● **Data**:

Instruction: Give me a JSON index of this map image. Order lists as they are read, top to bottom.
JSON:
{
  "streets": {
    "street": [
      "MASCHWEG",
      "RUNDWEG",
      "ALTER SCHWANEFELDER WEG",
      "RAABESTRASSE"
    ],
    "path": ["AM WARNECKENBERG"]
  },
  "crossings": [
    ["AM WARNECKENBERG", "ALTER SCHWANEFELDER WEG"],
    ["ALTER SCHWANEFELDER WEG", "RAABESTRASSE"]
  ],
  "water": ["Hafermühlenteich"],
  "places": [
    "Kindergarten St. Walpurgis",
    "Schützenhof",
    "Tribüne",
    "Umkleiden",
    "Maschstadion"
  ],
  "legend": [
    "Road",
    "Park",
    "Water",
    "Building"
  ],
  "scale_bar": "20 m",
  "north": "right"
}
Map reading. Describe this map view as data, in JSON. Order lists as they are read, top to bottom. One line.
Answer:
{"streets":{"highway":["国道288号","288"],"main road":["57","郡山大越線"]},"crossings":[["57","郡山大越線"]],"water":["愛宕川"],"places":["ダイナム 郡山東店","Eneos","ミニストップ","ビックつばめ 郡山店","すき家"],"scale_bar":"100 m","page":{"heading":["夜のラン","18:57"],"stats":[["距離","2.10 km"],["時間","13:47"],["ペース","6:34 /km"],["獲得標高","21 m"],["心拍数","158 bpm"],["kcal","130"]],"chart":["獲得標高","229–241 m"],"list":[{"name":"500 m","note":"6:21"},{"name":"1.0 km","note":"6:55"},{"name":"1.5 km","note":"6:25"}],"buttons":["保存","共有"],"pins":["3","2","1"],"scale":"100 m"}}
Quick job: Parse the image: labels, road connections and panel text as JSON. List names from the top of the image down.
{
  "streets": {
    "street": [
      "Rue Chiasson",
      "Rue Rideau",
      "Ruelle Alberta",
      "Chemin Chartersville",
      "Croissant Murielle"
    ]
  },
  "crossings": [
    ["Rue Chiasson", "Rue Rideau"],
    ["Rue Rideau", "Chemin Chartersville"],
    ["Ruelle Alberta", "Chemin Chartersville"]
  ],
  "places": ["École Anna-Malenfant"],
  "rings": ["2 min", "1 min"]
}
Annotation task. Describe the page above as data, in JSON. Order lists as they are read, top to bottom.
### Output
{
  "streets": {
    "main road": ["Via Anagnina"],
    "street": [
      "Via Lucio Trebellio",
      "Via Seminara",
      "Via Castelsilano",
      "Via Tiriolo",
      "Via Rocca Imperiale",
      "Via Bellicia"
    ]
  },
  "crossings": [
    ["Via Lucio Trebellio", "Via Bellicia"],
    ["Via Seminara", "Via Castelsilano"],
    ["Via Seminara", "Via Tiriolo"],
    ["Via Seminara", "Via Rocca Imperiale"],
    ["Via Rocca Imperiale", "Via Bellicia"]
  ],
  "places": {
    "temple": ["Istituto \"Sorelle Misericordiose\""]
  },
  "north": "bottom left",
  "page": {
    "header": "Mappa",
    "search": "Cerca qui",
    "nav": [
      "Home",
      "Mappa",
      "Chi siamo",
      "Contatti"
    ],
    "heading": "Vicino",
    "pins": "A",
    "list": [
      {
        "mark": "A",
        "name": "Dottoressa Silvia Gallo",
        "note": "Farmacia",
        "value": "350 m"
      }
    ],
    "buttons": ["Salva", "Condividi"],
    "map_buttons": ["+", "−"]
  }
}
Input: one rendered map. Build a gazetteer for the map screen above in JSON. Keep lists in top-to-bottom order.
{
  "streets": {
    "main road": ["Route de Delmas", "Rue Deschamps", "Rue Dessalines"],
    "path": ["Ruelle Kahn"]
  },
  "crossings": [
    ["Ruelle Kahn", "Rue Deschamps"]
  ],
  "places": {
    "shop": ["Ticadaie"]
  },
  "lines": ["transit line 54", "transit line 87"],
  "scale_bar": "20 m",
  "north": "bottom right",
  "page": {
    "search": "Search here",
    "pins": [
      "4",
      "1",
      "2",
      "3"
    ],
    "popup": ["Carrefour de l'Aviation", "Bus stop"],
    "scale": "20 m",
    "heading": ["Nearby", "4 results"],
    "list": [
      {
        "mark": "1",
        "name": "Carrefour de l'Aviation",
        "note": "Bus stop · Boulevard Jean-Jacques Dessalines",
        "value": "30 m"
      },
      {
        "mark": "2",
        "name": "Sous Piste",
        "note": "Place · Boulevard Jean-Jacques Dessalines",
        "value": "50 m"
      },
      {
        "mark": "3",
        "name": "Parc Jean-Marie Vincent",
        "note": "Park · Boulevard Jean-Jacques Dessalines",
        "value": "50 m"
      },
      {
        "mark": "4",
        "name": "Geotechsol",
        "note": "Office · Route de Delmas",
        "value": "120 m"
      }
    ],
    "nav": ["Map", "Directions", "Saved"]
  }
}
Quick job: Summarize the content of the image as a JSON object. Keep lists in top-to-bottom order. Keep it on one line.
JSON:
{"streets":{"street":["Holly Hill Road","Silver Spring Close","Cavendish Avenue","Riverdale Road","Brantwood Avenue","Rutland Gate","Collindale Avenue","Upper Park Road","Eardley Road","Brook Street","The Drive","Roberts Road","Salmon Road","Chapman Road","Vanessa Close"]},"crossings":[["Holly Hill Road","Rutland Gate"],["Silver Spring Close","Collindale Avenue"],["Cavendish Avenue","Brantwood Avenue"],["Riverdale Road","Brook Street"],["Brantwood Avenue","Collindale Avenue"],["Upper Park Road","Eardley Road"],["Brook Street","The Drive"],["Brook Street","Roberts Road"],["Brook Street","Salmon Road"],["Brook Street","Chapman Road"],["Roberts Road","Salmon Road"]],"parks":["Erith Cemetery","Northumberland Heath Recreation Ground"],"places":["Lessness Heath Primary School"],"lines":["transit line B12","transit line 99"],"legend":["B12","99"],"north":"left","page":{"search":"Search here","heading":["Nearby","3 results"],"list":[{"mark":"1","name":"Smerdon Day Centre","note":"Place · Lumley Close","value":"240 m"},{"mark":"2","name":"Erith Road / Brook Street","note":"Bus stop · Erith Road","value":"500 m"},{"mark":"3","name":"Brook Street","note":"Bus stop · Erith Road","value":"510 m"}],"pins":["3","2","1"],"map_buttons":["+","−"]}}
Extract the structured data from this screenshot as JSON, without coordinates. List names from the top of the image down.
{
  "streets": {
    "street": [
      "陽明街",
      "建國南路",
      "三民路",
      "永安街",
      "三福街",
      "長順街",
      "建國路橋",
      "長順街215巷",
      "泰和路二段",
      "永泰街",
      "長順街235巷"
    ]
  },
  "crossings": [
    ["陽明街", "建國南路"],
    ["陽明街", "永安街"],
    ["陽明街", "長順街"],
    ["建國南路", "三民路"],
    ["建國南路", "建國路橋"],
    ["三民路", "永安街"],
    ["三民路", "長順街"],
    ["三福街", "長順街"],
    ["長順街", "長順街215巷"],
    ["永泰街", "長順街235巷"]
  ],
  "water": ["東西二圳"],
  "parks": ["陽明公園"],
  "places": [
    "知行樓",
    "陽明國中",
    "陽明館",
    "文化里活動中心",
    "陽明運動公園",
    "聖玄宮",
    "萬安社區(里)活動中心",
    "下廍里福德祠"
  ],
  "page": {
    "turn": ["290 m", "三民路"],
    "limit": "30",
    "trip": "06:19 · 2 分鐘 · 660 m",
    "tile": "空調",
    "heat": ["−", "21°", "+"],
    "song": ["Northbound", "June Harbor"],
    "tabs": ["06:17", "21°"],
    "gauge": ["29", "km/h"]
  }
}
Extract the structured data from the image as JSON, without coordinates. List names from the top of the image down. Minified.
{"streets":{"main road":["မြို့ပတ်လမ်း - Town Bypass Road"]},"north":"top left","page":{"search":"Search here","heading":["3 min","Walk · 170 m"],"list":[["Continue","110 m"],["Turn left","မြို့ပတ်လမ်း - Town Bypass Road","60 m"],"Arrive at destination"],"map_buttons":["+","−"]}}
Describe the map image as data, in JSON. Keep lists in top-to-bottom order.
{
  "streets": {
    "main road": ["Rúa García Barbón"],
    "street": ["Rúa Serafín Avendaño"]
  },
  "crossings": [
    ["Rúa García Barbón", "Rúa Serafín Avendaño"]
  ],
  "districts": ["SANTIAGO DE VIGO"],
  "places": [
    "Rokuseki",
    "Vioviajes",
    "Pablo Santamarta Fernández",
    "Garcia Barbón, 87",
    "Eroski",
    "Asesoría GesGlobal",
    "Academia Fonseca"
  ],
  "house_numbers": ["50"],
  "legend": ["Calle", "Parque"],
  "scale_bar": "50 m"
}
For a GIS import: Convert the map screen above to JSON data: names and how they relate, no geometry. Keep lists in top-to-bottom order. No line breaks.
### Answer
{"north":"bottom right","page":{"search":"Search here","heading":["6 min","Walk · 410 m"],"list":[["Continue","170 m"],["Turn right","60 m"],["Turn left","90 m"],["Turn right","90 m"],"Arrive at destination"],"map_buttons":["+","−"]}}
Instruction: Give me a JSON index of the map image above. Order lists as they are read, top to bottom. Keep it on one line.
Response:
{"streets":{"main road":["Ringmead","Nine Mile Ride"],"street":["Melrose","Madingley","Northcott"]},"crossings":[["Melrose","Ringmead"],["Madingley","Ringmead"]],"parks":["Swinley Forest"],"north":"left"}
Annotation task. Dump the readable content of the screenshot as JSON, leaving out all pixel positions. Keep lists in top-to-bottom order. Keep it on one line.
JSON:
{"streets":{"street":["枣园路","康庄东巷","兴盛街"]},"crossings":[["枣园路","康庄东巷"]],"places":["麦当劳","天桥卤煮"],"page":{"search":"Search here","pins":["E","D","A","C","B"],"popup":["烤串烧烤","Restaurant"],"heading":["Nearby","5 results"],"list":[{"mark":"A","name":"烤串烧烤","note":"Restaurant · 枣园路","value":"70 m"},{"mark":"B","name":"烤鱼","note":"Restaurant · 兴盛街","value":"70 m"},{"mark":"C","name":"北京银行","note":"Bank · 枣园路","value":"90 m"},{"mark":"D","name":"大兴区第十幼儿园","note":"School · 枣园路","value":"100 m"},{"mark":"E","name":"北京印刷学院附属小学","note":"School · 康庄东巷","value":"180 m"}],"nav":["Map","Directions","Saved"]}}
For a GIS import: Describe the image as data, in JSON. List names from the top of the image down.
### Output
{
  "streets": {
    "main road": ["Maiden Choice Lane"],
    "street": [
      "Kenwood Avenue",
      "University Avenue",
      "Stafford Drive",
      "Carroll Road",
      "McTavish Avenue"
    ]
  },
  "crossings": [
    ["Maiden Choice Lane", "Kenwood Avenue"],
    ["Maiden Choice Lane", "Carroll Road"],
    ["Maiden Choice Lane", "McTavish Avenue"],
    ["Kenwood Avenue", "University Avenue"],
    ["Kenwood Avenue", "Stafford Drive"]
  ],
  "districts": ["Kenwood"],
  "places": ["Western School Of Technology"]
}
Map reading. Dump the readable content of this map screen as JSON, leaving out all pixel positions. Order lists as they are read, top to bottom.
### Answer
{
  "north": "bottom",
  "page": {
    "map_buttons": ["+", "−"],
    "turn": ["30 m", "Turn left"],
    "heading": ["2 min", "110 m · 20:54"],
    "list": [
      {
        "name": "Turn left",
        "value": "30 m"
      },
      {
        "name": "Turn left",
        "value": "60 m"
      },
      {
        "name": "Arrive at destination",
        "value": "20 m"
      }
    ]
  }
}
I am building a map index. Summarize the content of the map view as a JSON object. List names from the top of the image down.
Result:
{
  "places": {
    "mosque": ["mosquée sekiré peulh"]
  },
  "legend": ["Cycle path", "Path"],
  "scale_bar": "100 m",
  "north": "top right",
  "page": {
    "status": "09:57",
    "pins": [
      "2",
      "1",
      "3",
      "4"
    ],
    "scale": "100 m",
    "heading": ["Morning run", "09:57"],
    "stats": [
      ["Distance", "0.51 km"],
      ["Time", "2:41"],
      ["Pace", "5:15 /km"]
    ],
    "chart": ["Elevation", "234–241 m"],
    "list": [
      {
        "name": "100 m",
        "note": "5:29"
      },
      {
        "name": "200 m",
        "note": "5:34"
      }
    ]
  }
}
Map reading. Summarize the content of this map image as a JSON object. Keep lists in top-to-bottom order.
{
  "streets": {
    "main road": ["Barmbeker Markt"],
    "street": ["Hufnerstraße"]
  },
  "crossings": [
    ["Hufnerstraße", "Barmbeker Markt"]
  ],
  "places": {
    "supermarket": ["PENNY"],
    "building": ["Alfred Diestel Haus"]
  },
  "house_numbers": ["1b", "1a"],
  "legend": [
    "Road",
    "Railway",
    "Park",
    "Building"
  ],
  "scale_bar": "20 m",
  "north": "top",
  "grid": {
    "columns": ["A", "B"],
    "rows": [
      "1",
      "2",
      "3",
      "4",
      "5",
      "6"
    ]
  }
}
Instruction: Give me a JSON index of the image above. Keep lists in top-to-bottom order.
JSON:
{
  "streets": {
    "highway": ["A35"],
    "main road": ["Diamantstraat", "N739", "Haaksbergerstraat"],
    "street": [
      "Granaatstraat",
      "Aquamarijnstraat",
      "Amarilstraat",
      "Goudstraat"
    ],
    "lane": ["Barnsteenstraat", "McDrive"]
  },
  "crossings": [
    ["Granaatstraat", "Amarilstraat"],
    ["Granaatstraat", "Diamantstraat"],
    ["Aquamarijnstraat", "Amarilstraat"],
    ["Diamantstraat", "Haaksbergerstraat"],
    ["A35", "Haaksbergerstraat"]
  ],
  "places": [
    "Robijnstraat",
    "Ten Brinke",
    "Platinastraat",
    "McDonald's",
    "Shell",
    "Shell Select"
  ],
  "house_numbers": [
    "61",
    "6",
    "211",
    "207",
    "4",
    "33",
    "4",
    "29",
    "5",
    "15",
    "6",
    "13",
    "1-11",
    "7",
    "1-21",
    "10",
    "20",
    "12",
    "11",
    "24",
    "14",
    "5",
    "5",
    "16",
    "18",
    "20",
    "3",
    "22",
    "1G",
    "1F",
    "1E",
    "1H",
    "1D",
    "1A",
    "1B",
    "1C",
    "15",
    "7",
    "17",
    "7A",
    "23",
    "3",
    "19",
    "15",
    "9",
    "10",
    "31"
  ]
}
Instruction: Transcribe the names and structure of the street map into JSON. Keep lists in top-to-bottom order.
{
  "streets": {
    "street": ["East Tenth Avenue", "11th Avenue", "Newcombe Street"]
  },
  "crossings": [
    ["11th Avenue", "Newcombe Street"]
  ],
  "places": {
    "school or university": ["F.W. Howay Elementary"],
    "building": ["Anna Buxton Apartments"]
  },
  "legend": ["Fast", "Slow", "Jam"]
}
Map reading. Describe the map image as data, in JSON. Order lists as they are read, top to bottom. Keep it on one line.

● **Your goal**: Pull every line containing the word "readable" out of the material and copy it.

● **Response area**:
Annotation task. Dump the readable content of the screenshot as JSON, leaving out all pixel positions. Keep lists in top-to-bottom order. Keep it on one line.
Map reading. Dump the readable content of this map screen as JSON, leaving out all pixel positions. Order lists as they are read, top to bottom.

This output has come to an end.